Ignoring plots, I can get site level means using the following JAGS model:

#JAGS model for site only case.----
jags.model1 = "
model {
#get site level means.
for(i in 1:N.core){
  for(j in 1:N.spp){
    log(core.hat[i,j]) <- site_mu[core_site[i],j]
  }
  y[i,1:N.spp] ~ ddirch(core.hat[i,1:N.spp]) 
}
#prior
for(i in 1:N.site){
  for(j in 1:N.spp){
    site_mu[i,j] ~ dnorm(0,1E-3)
  }
}
}" #end jags model.

#JAGS data for site only case.----
jd1 <- list(y=as.matrix(y), N.site = n.site, N.core = nrow(y), N.spp = ncol(y), 
           core_site = as.factor(core_site))

#4. Run JAGS model.----
test <- run.jags(model = jags.model1,
                 data = jd1,
                 n.chains = 3,
                 monitor = c('site_mu'),
                 adapt = 200,
                 burnin = 1000,
                 sample = 1000)

This model fits well, as evidenced by the following plot of predicted vs. observed:

out <- summary(test)
spp.sum <- matrix(out[,4], nrow = n.site, ncol = ncol(y))
spp.sum <- boot::inv.logit(spp.sum) / rowSums(boot::inv.logit(spp.sum))
plot(as.vector(truth) ~ as.vector(spp.sum));mod<-lm(as.vector(truth) ~ as.vector(spp.sum));abline(mod)
mtext(paste0('R2=',round(summary(mod)$r.squared,3)), side = 3, adj = 0.05, line = -2)

enter image description here

This begins to fail when I add an intermediate plot-level hierarchy. Here is the JAGS model with a plot-level hierarchy as well as code to specify a JAGS data object and fit the model:

# JAGS model for hierarchical plot-site case.----
jags.model2 = "
model {
#get plot level means.
for(i in 1:N.core){
  for(j in 1:N.spp){
    log(core.hat[i,j]) <- plot_mu[core_plot[i],j]
  }
  y[i,1:N.spp] ~ ddirch(core.hat[i,1:N.spp]) 
}
#get site level means.
for(i in 1:N.plot){
  for(j in 1:N.spp){
    log(plot.hat[i,j]) <- site_mu[plot_site[i],j]
  }
  plot_mu[i,1:N.spp] ~ ddirch(plot.hat[i,1:N.spp])
}

#prior
for(i in 1:N.site){
  for(j in 1:N.spp){
    site_mu[i,j] ~ dnorm(0,1E-3)
  }
}
}" #end jags model.

#JAGS data for hierarchical plot-site case.----
jd2 <- list(y=as.matrix(y), N.site = n.site, N.plot =  length(plot_site), N.core = nrow(y), N.spp = ncol(y), 
            core_plot = as.factor(core_plot), plot_site=as.factor(plot_site))

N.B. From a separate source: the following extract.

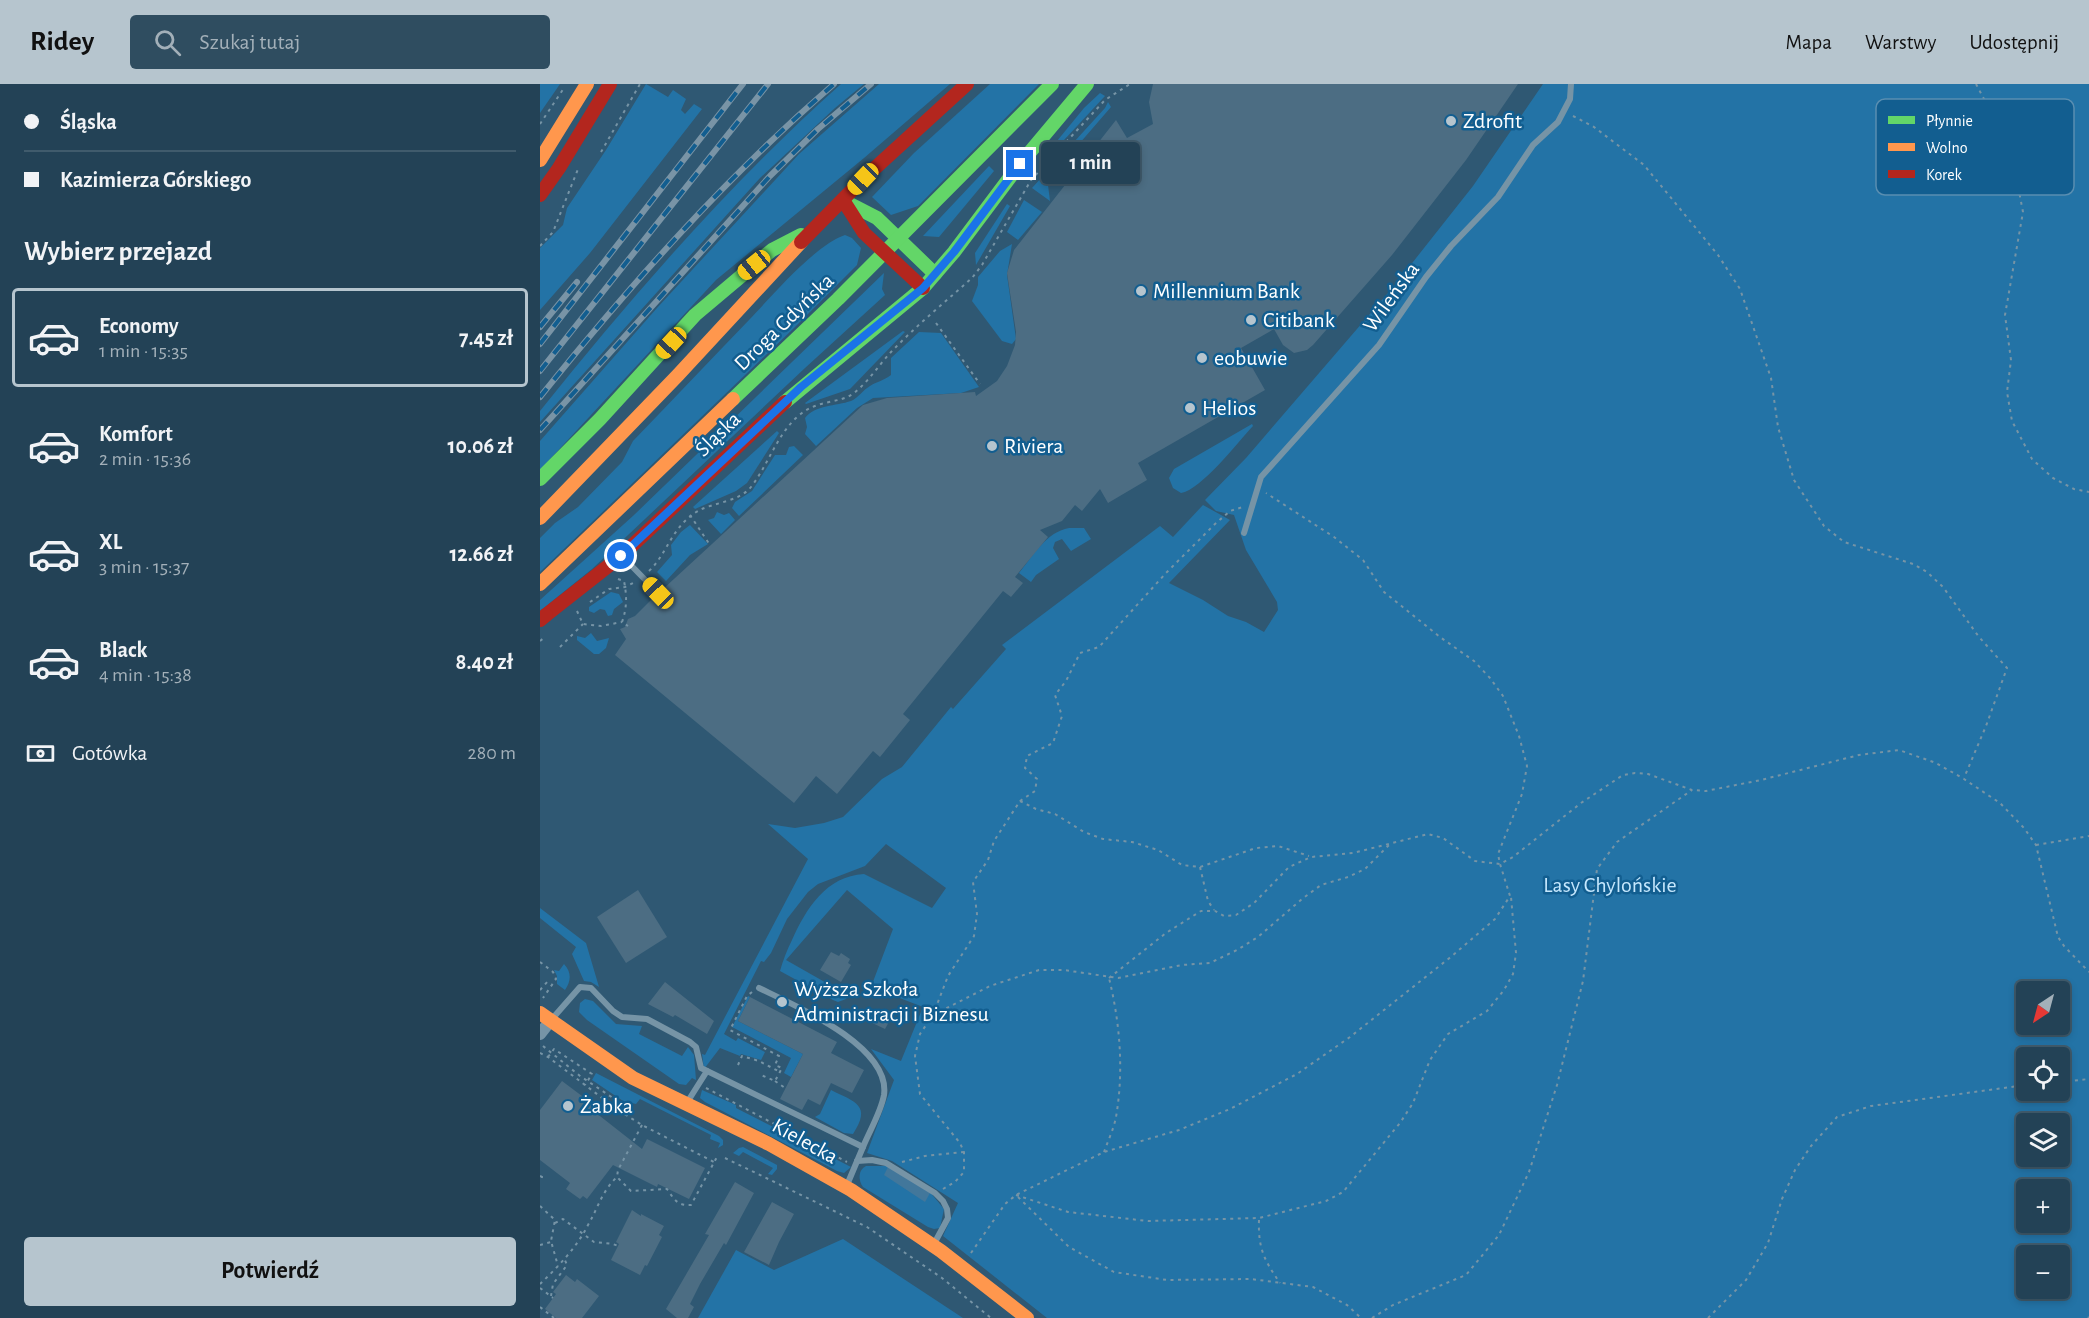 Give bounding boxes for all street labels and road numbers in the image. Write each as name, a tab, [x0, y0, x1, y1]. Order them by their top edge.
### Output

#Run hierarchical plot-site model.----
test <- run.jags(model = jags.model2,
                 data = jd2,
                 n.chains = 3,
                 monitor = c('site_mu'),
                 adapt = 200,
                 burnin = 1000,
                 sample = 1000)

This model does not converge, and does not capture the site-level means. The correlation between predicted vs. observed is actually negative:

out <- summary(test)
spp.sum <- matrix(out[,4], nrow = n.site, ncol = ncol(y))
spp.sum <- boot::inv.logit(spp.sum) / rowSums(boot::inv.logit(spp.sum))
spp.sum;truth
plot(as.vector(truth) ~ as.vector(spp.sum));mod<-lm(as.vector(truth) ~ as.vector(spp.sum));abline(mod)
mtext(paste0('R2=',round(summary(mod)$r.squared,3)), side = 3, adj = 0.05, line = -2)

enter image description here

My question is: Where am I going wrong in the hierarchical model? How can I capture thee true site-level means while accounting for the hierarchical sampling design?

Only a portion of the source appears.